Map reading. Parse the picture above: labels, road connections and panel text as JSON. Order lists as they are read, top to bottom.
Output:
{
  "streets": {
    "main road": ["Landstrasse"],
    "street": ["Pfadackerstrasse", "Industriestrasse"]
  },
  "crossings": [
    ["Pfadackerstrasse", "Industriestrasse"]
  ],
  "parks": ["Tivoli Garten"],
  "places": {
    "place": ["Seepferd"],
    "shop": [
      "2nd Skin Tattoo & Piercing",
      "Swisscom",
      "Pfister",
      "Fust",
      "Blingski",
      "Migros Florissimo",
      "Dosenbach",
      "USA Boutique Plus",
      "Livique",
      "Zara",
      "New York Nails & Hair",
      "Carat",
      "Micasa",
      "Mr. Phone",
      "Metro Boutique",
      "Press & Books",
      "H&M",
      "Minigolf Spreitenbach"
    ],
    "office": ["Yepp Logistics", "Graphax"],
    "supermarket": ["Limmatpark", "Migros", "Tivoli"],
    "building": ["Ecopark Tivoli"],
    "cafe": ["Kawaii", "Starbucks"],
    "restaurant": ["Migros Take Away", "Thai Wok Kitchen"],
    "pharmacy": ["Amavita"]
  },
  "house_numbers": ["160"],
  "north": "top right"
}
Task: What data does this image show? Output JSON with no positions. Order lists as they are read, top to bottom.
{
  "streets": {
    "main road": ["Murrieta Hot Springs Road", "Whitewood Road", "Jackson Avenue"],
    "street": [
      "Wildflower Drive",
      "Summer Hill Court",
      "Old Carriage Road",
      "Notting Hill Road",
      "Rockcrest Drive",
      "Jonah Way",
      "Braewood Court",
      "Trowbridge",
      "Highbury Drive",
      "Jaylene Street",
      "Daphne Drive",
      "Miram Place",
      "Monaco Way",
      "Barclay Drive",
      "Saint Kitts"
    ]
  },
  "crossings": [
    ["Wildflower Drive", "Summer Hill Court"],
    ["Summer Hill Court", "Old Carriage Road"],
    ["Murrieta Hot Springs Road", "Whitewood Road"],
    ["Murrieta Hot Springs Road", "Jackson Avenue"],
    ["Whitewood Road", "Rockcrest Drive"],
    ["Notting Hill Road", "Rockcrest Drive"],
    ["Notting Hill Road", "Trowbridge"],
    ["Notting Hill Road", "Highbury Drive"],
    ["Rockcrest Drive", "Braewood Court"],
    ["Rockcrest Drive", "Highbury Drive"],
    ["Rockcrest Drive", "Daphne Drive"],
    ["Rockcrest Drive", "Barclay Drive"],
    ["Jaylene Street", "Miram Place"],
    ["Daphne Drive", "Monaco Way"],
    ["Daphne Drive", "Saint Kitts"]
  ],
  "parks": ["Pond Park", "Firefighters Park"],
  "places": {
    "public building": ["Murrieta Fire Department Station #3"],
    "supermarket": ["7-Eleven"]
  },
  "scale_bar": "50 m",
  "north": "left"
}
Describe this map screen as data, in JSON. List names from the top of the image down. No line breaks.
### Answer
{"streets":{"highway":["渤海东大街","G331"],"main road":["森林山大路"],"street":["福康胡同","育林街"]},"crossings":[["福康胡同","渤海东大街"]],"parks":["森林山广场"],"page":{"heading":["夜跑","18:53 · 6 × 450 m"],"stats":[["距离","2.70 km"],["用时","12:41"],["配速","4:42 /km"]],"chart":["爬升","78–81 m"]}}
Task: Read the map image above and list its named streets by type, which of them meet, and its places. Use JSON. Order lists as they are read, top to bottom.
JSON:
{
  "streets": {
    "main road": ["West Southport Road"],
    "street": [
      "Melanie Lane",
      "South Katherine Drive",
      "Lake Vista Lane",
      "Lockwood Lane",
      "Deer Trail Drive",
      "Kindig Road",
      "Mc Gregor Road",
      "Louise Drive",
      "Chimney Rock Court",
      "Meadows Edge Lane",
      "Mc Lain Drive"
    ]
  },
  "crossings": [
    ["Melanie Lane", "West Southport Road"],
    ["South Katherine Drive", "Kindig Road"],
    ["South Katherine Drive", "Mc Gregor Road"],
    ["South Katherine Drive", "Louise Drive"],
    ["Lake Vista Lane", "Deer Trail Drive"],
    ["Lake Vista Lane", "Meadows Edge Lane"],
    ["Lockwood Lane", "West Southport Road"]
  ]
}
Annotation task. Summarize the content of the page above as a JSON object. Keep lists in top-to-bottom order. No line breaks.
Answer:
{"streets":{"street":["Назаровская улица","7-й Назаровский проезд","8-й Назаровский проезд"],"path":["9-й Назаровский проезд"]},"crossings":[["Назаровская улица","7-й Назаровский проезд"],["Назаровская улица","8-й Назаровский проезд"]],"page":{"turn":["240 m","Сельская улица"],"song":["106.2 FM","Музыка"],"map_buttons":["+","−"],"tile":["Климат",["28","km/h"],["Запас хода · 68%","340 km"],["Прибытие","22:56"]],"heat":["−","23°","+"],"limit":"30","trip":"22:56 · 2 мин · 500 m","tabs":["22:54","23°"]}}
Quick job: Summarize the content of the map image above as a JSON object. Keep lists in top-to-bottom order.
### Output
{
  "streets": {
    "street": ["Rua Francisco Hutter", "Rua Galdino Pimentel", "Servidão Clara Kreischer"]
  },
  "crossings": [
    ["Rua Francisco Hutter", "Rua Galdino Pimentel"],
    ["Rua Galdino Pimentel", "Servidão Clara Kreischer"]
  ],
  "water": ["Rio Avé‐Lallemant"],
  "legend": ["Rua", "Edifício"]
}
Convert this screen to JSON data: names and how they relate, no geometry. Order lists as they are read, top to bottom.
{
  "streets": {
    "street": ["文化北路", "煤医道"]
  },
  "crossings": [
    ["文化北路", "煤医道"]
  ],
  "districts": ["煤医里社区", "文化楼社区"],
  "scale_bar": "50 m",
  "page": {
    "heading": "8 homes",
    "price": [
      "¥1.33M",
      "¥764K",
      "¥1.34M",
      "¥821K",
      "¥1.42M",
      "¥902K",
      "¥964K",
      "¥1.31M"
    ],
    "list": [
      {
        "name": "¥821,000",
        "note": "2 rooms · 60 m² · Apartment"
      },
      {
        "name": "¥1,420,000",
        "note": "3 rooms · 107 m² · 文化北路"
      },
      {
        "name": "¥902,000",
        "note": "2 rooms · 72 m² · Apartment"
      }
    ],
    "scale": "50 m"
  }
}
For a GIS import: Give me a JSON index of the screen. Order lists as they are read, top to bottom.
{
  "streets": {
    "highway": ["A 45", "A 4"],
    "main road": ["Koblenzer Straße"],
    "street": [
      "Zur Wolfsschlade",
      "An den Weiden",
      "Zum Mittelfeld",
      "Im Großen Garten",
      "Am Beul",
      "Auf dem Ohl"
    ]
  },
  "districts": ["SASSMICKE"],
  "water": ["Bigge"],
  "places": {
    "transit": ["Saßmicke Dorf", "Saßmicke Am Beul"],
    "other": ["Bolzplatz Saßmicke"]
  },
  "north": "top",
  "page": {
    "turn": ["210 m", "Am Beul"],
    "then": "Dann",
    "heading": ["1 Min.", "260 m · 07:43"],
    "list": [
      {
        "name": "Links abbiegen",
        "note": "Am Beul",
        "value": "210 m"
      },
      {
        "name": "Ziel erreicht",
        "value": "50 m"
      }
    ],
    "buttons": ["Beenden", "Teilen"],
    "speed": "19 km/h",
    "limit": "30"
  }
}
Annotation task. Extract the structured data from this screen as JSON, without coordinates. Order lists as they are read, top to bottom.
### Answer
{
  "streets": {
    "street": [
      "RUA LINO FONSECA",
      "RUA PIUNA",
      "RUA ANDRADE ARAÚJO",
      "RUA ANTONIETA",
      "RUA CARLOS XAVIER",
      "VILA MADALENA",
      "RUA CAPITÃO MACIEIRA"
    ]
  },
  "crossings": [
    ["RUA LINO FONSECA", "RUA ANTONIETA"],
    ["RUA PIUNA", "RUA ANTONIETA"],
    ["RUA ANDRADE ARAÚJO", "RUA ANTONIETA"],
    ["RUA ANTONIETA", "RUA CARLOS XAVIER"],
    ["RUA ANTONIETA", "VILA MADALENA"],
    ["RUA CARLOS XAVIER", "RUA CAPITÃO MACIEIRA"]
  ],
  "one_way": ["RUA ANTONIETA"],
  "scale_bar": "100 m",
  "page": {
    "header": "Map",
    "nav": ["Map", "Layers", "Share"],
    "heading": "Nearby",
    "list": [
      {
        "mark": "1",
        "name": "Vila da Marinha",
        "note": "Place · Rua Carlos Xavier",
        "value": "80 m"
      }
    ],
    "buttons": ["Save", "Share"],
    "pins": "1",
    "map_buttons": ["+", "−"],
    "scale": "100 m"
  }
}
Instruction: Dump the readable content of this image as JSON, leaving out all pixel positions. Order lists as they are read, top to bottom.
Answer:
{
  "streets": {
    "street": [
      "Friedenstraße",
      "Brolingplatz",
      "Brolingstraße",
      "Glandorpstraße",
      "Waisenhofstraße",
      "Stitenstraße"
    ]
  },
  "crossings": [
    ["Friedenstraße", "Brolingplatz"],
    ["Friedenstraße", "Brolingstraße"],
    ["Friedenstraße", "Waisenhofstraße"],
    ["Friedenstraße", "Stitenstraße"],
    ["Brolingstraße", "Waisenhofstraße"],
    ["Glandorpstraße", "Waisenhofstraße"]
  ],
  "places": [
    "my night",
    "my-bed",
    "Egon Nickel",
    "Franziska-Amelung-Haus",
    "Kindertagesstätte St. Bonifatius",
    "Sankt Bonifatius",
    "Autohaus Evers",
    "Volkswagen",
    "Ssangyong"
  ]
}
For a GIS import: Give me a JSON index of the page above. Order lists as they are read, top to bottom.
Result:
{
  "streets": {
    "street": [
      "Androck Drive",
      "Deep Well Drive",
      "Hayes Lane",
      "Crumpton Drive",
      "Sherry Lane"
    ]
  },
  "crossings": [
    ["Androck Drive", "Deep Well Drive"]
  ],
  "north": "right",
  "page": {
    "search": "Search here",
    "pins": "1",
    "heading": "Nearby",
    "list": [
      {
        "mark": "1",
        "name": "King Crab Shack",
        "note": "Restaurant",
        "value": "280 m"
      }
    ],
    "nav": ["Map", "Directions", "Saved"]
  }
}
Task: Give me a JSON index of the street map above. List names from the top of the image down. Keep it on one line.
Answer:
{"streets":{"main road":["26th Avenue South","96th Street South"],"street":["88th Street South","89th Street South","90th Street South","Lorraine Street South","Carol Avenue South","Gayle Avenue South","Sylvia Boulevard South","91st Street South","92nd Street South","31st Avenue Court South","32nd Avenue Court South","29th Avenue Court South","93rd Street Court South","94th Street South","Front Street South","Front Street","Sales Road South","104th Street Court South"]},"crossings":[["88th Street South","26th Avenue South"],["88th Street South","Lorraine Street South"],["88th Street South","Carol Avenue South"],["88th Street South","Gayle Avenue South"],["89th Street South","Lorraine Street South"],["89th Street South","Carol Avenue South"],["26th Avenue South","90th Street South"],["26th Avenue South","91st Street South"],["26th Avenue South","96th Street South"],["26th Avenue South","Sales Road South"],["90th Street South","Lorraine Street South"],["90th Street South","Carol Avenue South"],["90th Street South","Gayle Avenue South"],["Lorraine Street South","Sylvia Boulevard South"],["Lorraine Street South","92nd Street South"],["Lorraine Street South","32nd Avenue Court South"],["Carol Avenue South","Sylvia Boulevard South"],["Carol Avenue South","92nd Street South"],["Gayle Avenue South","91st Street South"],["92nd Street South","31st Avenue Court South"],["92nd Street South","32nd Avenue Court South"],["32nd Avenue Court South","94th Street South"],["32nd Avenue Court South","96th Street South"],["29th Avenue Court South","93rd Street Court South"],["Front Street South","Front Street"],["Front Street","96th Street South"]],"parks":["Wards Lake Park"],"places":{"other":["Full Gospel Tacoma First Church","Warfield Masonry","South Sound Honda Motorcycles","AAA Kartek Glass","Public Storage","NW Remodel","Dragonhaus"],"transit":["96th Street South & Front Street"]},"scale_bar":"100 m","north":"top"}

================================

* **Work instructions**: Go through the listing above and report how many of its lines contain the word "MADALENA", with only the number as output.

* **Response to the exercise**: 2